■ What you have to do ■
Work out how many lines of the material below contain the word "sans", then write that number alone.

■ Provided records ■
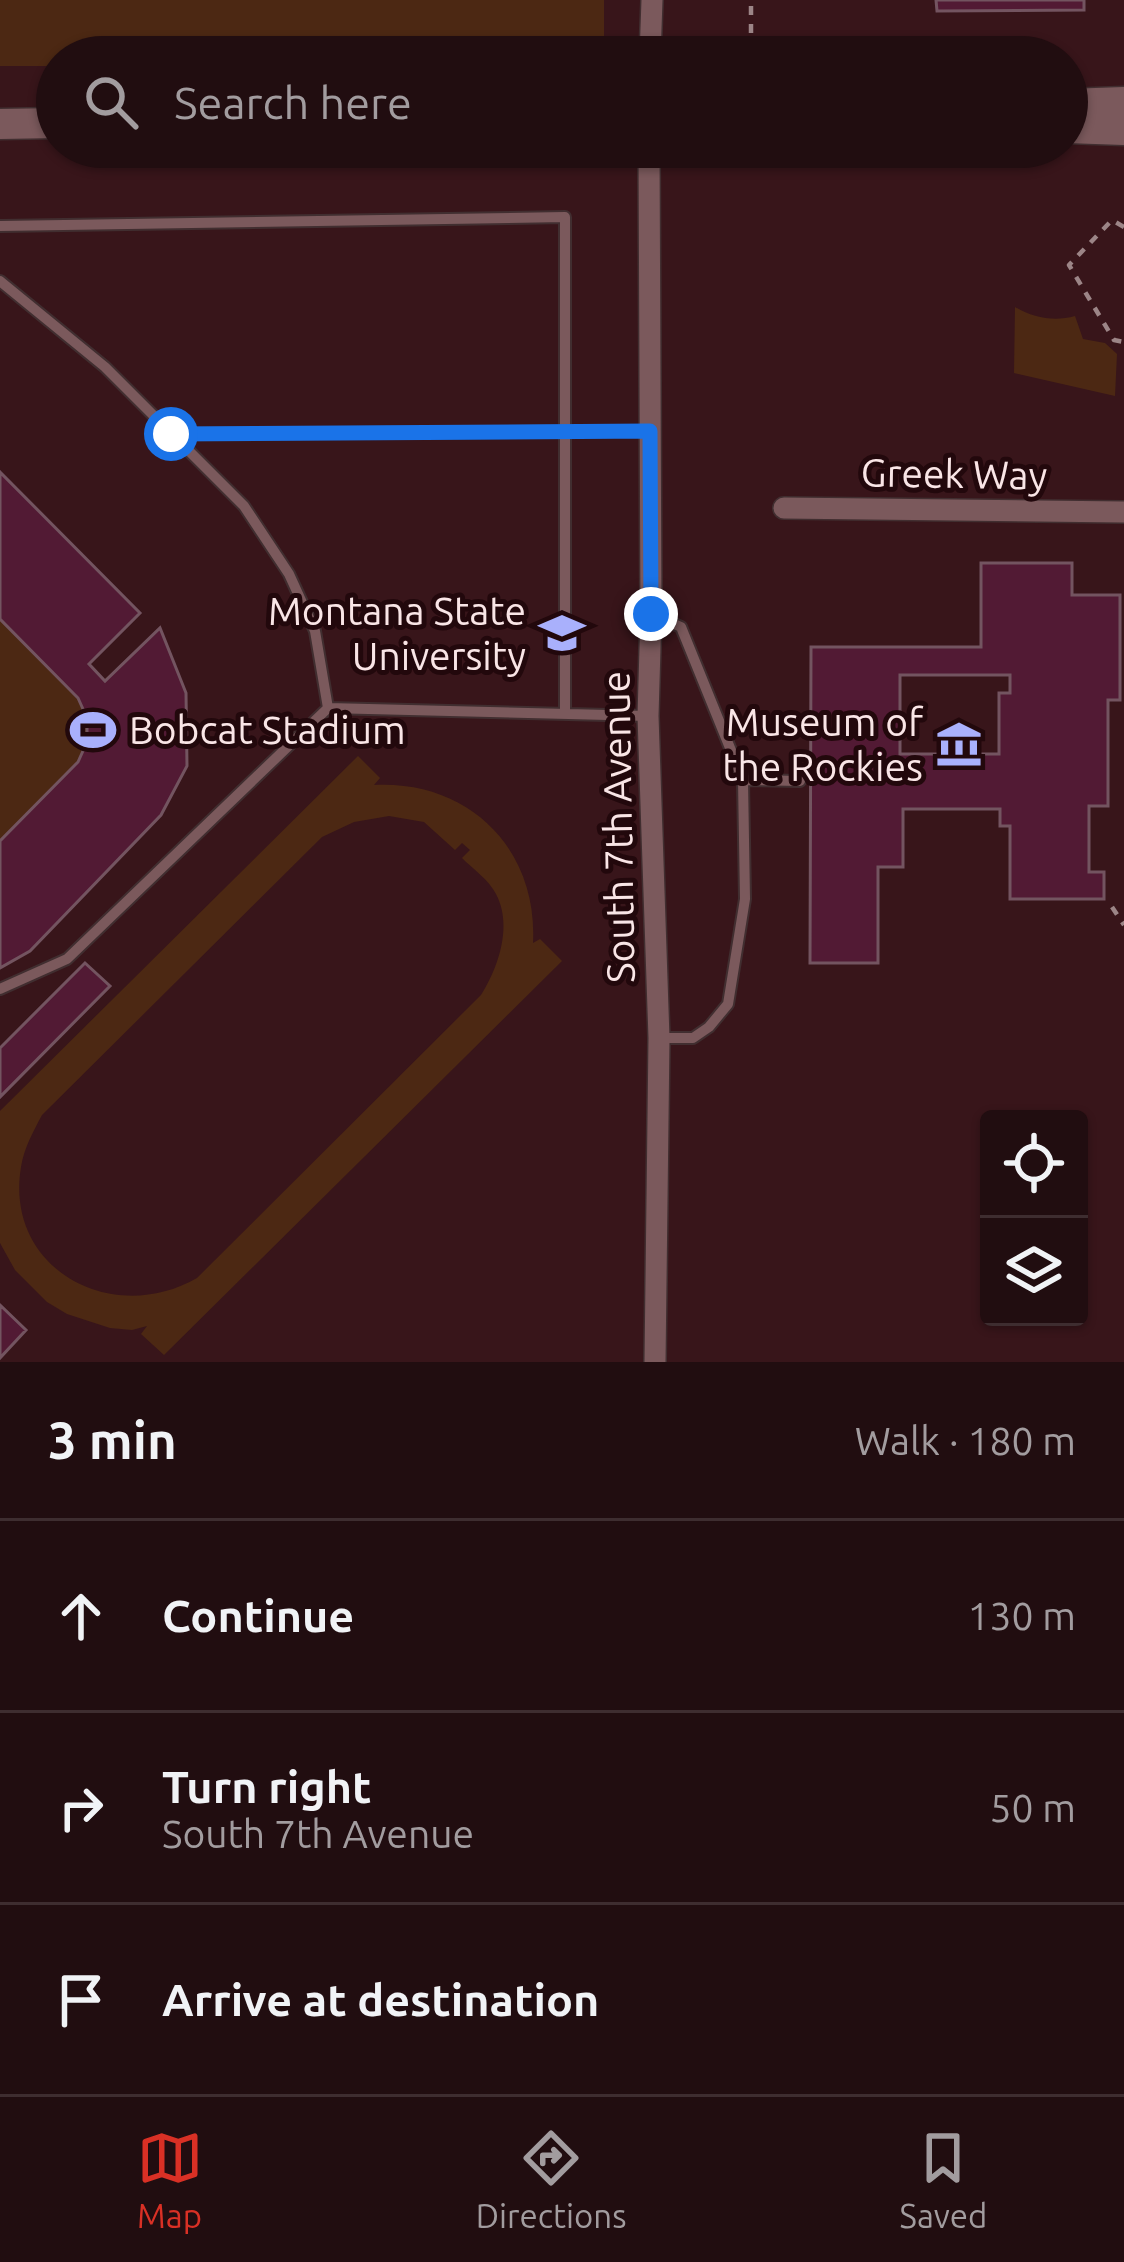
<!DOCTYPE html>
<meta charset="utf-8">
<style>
:root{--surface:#210d10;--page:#2d1b1e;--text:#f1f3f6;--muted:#a29c9f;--line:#3e2d30;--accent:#d93025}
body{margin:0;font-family:Ubuntu,sans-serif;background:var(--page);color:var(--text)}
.controls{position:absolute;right:36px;bottom:36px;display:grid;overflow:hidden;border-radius:12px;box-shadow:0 3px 9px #0004}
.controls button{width:108px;height:108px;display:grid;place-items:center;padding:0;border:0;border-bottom:3px solid var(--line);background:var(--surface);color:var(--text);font:60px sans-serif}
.stop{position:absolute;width:36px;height:36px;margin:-27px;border:9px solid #1a73e8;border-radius:50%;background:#fff}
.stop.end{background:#1a73e8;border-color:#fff;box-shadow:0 3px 12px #0008}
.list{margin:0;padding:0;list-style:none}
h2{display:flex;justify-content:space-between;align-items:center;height:156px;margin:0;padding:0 48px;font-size:51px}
h2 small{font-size:39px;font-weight:400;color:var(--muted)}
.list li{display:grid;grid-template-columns:78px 1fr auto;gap:36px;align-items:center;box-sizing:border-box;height:192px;padding:0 48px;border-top:3px solid var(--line)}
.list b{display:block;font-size:45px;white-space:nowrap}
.list p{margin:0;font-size:39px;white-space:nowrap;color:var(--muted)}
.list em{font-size:39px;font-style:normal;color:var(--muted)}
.icon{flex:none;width:66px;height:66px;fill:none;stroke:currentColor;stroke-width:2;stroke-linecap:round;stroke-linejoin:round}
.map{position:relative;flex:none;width:1124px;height:1362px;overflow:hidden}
.search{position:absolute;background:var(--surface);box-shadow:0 3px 9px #0004;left:36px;right:36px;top:36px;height:132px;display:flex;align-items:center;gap:30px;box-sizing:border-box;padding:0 42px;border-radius:66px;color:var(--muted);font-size:45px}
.sheet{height:732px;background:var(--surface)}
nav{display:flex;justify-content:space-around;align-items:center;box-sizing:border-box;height:168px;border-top:3px solid var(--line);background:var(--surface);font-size:33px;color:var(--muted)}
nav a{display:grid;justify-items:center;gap:6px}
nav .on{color:var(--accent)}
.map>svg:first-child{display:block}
</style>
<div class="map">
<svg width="1124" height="1362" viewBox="0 0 1124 1362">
<rect width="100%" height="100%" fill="#2c1115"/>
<path fill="#38151a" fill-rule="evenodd" d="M0 0H1124V1362H0ZM57 57H1067V147H57ZM989 1119H1079V1317H989Z"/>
<path fill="#4c2813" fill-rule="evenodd" d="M0 0H604V57H57V66H0Z
M1015 307C1033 318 1055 322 1075 316L1083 339 1105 343 1117 354 1115 396 1014 373Z
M0 472 140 613 89 663 104 680 160 628 186 693 187 766 161 815 30 951 0 968Z
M358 756 380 778 374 785C469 780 538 849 533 943L540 939 562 961 164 1355 141 1334 147 1326 132 1330 110 1328 67 1314 47 1302 15 1270 0 1243V1111ZM389 816 424 822 455 850 462 843 470 850 462 858C473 869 489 880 496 894 513 926 498 968 481 995L197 1278C112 1327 4 1269 21 1167 24 1148 33 1132 42 1115L322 837 354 822Z"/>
<path fill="#521a34" stroke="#735460" stroke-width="3" fill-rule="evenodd" d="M936 0H1084V10L937 11Z
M0 472 140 613 89 664 105 681 160 628 186 693 187 766 161 815 30 951 0 968V841L78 762 87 742V718L78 698 0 619Z
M981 563H1072V595H1120V700H1108V806H1089V872H1104V899H1010V826H1000V809H903V867H878V963H810L811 647H981ZM900 675H1010V693H999V754H900Z
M85 963 110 986 0 1097V1048Z
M0 1305 26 1330 0 1358Z"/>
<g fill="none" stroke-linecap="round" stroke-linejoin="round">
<g stroke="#412e30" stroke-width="14">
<path id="service" d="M0 226 565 217V712
M0 281 105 367 244 506 289 574 315 631 328 708 648 716
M171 434 650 431
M651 614 681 627 743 780 800 781
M0 989 67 959 328 708
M659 1038H693L709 1027 728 1004 745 899 743 780"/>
</g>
<g stroke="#412e30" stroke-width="24">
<path id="minor" d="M650 57 652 0
M649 147 651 614 648 716 659 1038 655 1362
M784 508 1124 512"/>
</g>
<g stroke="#412e30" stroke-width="33">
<path id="secondary" d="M1067 104 1124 102
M0 124 57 123
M1067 128 1124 130"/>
</g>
<path stroke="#9c8587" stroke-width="4.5" stroke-dasharray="9 9" stroke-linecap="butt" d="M751 6V57
M1124 227 1112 220 1069 265 1114 340 1124 342
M1112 907 1124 925"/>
<use href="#service" stroke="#7b595c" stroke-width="10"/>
<use href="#minor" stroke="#7b595c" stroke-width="21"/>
<use href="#secondary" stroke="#7b595c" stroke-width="30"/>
</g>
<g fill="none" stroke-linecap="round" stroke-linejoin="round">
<path stroke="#1a73e8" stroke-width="15" d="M171 434 650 431 651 614"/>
</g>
<defs>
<g id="university-bare" transform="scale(3.6)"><path d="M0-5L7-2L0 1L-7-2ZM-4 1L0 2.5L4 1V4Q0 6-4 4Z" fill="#a9b0fc" stroke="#22080c" stroke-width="2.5" paint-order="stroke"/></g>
<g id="stadium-bare" transform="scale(3.6)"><path d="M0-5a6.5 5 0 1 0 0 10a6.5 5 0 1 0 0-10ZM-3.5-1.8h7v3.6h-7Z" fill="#a9b0fc" stroke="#22080c" stroke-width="2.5" paint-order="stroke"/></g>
<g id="museum-bare" transform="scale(3.6)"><path d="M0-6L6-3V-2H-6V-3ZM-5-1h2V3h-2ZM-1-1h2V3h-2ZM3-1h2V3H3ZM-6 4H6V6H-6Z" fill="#a9b0fc" stroke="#22080c" stroke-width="2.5" paint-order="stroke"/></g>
</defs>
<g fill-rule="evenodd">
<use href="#university-bare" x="562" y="633"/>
<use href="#stadium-bare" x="93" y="730"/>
<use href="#museum-bare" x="959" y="744"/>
</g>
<g text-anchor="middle" stroke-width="10" stroke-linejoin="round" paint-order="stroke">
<g font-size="39" fill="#f9e5e6" stroke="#22080c">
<text transform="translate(954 474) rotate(1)" y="14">Greek Way</text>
<text transform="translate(618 827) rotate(-91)" y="14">South 7th Avenue</text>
</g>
<g font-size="39" fill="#f9e5e6" stroke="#22080c" text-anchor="end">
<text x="526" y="625">Montana State<tspan x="526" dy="45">University</tspan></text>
<text x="923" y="736">Museum of<tspan x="923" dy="45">the Rockies</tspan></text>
<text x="129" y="744" text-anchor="start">Bobcat Stadium</text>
</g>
</g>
</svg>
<div class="controls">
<button><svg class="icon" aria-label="locate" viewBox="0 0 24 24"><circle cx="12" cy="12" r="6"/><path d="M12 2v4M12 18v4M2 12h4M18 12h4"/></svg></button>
<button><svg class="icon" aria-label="layers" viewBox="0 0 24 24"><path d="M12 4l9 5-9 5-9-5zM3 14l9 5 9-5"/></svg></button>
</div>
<div class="stop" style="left:171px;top:434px"></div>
<div class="stop end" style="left:651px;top:614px"></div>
<div class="search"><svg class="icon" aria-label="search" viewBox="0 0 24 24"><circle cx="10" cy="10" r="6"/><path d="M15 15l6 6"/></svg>Search here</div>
</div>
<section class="sheet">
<h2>3 min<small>Walk · 180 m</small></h2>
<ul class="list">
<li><svg class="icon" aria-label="ahead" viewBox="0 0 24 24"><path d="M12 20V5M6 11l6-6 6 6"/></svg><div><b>Continue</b></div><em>130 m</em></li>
<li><svg class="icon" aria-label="right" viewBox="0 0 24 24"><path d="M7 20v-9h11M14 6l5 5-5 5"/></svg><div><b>Turn right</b><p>South 7th Avenue</p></div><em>50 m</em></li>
<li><svg class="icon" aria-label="arrive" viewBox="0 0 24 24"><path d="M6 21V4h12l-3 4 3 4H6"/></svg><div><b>Arrive at destination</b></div></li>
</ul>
</section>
<nav>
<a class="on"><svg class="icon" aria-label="map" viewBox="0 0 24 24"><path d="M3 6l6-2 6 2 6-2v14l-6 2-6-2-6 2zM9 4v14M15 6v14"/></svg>Map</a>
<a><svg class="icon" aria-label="directions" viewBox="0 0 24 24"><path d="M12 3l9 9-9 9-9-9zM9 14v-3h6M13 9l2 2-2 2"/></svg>Directions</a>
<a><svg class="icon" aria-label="saved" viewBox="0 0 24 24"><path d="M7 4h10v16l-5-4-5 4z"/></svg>Saved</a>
</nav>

■ Written response ■
2